Maine Baseball HOF
Shiro, Theodore (Ted) (1994)
That Ted Shiro was one of Maine's greatest athletes is recognized by his induction into the Maine Sports Hall of Fame.
So gifted was the Waterville sharpshooter in basketball, scoring over 1,000 points at Colby, and gaining a tryout with the Boston Celtics, his baseball prowess (a la Michael Jordan?) has often seemed forgotten.
Ted was a real Wonderkid. While a student at Waterville H.S.
(1942-1946) he played for the semi-pro Waterville Americans and, at the age of 14, was selected to attend a spring baseball school conducted by the Pittsburgh, Pa., Pirates. He had a shot at a Class C contract, but declined because his parents deemed him too young and wanted to see him stay in school.
in 1945, the Associated Press labeled Shiro a “boy wonder" and likened him to former N.Y. Giants young stars Fred Lindstrom and Mel Ott.
While a student at Waterville, the prodigious athlete played summers with the Winslow Taconnets and the Bath lron Works.
In a recent Kennebec Journal article, Gary Hawkins relates tales of Shiro's exploits against Danny Mac Fayden and Carlton Willey.
After completing high school, Teddy declined another tryout offer - this time from the Red Sox - and chose to enter Manlius, N.Y., prep school. At Manlius he was acclaimed “the best all around athlete’” of 1947. He had starred in football, basketball and baseball. On the diamond, he had batted nearly .400 against “strong college freshmen opposition.”
After his sojourn in the Empire State, Teddy returned to his native Waterville to attend Colby College. At Colby Shiro was able to add to his fabulous hoop laurels. He continued to excel in baseball as well, playing for Eddie Roundy’s Mules.
in 1950 he played for the Bangor Athletic Club that won the Eastern Maine semi-pro championship. Military service followed his Colby graduation and Shiro was the player-manager for the Camp Chaffee, Arkansas, nine from 1952 to 1954. Today, he can swap Army basketball stories with new HOF teammates Frank Nappi and Billy Joyce.
In 1954 and 1955, Shiro completed his baseball career as player-manager of the Augusta Millionaires.
Now retired, Ted and his wife, Arden, are living in East Winthrop.
He has four children and four step-children.
Portland Press Herald January 13, 2016
Shiro is a member of seven sports halls of fame, including the Maine Basketball, New England Sports and Maine Baseball halls of fame.
Shiro earned 12 varsity letters playing three sports at Waterville High School, where he graduated in 1947. He helped the Panthers win 67 consecutive basketball games and back-to-back state championships in 1944 and ’45. Waterville also won a New England high school basketball title in this time as well.
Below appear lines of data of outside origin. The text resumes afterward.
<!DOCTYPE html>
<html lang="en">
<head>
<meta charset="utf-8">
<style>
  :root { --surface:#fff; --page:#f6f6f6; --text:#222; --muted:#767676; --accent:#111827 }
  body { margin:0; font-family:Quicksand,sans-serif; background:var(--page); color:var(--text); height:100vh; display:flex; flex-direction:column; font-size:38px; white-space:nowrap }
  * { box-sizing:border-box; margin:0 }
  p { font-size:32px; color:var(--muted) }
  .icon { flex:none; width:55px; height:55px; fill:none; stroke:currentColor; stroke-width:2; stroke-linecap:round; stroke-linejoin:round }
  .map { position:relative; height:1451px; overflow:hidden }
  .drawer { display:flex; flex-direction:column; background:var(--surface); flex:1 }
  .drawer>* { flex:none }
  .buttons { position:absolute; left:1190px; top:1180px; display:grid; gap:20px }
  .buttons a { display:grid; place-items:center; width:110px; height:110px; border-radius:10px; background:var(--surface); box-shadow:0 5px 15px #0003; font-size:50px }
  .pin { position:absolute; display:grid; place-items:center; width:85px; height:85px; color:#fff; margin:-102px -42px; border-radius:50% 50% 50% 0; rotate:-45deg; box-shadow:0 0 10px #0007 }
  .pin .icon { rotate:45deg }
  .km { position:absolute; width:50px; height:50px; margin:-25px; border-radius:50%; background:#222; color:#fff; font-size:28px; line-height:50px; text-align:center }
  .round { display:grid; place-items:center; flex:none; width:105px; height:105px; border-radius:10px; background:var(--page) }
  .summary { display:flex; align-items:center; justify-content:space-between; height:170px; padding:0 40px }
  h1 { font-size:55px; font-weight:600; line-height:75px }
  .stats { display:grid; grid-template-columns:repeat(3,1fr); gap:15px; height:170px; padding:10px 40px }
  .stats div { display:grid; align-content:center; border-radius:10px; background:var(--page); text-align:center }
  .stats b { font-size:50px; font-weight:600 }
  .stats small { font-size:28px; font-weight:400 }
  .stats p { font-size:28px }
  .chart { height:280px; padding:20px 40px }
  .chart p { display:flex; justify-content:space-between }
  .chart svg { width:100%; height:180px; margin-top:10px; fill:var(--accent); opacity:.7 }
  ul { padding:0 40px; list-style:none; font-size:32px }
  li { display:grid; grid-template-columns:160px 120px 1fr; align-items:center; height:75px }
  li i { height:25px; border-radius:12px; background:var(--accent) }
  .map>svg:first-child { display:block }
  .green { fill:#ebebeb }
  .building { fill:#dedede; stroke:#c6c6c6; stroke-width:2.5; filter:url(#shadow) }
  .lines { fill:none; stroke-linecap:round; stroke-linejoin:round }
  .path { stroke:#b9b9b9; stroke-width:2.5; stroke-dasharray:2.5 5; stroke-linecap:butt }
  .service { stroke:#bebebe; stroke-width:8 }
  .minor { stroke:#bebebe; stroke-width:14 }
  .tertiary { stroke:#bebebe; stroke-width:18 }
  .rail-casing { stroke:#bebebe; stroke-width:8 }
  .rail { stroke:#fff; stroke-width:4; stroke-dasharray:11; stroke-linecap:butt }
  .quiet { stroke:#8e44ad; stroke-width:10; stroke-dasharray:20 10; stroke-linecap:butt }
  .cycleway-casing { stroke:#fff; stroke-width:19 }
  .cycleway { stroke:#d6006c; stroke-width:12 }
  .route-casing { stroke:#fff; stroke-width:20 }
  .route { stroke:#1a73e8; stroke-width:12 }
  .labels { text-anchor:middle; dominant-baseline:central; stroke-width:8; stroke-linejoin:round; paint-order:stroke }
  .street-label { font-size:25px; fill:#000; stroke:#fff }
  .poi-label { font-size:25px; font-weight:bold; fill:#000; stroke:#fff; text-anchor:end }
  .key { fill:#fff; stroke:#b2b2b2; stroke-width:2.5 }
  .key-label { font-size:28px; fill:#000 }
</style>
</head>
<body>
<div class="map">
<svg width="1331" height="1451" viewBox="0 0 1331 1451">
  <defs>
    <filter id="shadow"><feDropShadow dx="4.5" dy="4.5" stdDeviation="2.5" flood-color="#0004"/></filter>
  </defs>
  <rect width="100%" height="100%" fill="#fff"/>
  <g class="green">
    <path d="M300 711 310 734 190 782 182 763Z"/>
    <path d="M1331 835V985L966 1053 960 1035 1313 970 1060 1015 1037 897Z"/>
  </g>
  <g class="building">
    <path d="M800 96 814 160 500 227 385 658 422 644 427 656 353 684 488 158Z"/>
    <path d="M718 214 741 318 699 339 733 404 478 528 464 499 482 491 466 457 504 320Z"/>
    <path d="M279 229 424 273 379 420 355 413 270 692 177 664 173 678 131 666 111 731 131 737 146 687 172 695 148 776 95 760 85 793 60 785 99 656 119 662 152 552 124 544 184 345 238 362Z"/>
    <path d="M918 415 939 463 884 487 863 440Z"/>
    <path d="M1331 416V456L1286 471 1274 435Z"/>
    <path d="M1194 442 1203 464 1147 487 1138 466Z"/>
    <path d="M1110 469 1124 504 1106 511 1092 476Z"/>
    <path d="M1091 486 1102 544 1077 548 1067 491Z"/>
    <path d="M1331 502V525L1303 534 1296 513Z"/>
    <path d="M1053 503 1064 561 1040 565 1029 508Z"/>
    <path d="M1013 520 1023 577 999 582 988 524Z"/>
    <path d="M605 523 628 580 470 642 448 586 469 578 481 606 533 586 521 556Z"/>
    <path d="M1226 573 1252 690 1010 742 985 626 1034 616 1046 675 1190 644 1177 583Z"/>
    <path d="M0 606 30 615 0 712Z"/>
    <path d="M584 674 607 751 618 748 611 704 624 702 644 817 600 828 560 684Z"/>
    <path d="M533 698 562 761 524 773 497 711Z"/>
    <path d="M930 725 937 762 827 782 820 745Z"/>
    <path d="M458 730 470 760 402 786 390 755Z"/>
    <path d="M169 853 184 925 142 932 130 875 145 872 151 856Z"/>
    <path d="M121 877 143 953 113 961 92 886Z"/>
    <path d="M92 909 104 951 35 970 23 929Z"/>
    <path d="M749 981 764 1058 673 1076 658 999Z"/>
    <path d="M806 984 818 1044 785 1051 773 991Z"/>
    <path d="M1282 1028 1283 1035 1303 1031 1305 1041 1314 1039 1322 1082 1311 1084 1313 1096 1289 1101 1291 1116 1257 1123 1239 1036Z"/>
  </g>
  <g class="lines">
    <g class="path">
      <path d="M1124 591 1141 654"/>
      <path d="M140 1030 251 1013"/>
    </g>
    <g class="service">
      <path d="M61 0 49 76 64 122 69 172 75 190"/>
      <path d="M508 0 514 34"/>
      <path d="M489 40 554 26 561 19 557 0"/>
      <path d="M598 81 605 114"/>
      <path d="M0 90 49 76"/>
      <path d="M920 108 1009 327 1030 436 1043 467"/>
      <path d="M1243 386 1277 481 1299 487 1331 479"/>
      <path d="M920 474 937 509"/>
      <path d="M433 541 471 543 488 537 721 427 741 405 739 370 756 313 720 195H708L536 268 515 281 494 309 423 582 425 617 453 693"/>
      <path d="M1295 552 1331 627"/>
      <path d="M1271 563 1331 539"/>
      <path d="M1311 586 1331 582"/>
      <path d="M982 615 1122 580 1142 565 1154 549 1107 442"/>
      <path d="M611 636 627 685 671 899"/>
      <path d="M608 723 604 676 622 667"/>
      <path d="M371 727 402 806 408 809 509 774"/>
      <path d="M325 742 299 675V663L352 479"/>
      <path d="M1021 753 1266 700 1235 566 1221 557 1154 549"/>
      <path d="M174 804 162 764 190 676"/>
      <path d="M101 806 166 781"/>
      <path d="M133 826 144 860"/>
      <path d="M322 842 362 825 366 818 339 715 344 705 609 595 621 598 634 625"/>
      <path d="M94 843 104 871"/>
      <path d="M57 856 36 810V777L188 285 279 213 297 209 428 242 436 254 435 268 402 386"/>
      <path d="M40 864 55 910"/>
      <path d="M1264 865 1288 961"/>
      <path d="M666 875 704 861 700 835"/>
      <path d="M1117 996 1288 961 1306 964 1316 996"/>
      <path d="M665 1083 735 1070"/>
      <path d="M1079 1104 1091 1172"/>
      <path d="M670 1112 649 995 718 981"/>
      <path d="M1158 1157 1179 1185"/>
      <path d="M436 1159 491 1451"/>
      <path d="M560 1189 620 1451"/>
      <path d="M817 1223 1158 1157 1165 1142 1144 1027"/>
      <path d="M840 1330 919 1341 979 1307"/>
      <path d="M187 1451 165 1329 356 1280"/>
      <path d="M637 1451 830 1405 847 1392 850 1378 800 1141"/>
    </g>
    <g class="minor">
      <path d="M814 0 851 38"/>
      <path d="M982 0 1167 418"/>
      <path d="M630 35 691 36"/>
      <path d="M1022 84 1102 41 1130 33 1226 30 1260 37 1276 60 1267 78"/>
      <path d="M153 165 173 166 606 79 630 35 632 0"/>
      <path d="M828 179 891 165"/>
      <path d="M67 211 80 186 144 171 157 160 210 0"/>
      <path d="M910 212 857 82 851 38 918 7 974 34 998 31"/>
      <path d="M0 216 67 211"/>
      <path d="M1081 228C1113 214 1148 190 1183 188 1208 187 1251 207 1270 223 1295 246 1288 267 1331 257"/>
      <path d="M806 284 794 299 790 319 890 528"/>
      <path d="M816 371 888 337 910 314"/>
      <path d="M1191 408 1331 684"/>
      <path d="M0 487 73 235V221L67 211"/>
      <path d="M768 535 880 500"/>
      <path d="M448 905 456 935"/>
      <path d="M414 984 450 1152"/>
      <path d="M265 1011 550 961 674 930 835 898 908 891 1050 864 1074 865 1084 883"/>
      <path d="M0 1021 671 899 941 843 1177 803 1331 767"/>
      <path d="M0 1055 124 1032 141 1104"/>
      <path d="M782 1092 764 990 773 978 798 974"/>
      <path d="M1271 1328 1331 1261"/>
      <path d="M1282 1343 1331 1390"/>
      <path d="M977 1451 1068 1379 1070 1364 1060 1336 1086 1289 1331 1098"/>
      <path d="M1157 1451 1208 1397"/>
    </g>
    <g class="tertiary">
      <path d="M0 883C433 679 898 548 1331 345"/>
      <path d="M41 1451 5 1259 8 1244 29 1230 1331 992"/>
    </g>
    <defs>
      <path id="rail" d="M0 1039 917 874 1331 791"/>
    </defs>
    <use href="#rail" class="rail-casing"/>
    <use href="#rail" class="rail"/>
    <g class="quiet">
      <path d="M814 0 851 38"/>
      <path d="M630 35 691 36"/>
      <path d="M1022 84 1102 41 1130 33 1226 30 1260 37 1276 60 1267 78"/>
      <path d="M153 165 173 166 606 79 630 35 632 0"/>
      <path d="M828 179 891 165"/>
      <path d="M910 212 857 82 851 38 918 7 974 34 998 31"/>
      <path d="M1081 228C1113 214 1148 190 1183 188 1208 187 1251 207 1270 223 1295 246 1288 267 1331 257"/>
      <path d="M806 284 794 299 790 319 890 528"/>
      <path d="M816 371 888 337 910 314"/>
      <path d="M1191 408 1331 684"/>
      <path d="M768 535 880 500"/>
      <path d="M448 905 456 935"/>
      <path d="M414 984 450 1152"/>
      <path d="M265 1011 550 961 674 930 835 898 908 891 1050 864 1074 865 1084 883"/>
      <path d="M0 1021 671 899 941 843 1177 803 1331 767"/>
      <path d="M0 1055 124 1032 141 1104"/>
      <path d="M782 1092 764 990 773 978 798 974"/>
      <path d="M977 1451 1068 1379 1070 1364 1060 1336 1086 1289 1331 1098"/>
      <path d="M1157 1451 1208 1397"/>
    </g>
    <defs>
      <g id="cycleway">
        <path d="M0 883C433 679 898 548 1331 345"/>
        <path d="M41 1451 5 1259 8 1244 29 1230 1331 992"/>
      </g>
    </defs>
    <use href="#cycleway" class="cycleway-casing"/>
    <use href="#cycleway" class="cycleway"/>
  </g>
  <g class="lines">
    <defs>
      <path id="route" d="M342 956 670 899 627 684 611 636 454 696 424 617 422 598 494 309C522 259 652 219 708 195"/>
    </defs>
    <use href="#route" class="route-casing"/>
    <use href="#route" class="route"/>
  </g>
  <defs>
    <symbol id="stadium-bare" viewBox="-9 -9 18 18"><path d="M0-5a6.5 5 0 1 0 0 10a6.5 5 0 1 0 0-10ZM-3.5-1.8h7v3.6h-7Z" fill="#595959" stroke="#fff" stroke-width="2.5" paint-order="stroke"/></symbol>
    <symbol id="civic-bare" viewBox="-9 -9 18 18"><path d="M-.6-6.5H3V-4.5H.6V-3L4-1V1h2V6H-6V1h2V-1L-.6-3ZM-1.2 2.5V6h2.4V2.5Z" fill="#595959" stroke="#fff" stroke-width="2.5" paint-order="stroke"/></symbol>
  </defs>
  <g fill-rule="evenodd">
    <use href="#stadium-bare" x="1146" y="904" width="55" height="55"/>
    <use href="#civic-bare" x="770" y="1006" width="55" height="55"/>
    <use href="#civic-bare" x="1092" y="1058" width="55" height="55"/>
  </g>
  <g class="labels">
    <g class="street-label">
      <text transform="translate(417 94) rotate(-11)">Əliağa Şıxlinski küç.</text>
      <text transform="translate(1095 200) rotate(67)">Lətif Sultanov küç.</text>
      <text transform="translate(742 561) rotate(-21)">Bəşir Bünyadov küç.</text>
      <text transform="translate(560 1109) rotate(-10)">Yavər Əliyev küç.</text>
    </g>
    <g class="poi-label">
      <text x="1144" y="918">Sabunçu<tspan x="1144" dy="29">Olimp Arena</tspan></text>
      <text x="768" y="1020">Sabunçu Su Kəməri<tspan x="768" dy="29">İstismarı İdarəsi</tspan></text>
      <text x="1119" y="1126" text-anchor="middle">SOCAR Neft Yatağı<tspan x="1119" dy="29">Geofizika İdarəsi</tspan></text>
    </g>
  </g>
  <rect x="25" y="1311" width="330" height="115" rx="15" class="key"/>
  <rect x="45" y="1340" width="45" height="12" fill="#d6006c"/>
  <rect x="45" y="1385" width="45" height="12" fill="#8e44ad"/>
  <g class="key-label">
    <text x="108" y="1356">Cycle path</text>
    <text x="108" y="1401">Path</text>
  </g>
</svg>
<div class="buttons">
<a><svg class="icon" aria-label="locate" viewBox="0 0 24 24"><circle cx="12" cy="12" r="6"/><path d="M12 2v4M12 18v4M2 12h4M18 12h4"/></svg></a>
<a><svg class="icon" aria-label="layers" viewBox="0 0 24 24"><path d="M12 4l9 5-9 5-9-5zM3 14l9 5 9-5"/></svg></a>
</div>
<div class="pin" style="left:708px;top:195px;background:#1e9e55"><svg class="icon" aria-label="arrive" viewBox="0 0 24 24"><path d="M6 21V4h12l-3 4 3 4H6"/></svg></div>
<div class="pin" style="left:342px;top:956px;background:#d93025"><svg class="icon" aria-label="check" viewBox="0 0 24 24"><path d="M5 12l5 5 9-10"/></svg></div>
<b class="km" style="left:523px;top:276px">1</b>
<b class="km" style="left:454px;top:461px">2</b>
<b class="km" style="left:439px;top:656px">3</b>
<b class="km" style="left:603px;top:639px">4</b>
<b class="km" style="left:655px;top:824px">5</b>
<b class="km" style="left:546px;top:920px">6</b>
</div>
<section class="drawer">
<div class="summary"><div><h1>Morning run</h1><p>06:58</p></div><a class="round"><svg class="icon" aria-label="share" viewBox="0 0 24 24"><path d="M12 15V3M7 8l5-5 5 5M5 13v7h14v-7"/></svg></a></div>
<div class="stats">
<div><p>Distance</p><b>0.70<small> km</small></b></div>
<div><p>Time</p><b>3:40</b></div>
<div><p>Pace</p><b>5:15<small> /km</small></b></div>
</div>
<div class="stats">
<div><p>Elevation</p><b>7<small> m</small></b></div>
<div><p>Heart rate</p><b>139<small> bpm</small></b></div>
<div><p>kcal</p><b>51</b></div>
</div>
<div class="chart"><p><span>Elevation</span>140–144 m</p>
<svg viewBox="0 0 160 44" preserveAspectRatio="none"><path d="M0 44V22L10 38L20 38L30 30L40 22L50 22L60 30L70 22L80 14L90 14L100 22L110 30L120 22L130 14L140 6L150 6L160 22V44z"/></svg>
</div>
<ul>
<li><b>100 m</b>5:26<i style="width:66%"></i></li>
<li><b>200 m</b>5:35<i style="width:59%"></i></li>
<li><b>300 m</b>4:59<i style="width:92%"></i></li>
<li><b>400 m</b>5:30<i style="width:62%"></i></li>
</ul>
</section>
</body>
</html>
In 1945, Shiro became the first high school basketball player to earn All-New England honors for two consecutive years.
“He had all sorts of talent,” Beckerman said. “Can you imagine winning 67 games in a row? Just incredible.”
"He was the epitome of a tremendous athlete," said Sumner Lipman, a Naples resident and Shiro's friend for 65 years. "He was a great sport, very competitive but as soon as the match was over, it was over. That's what people don't understand about sports. You can compete but still be very good friends afterward."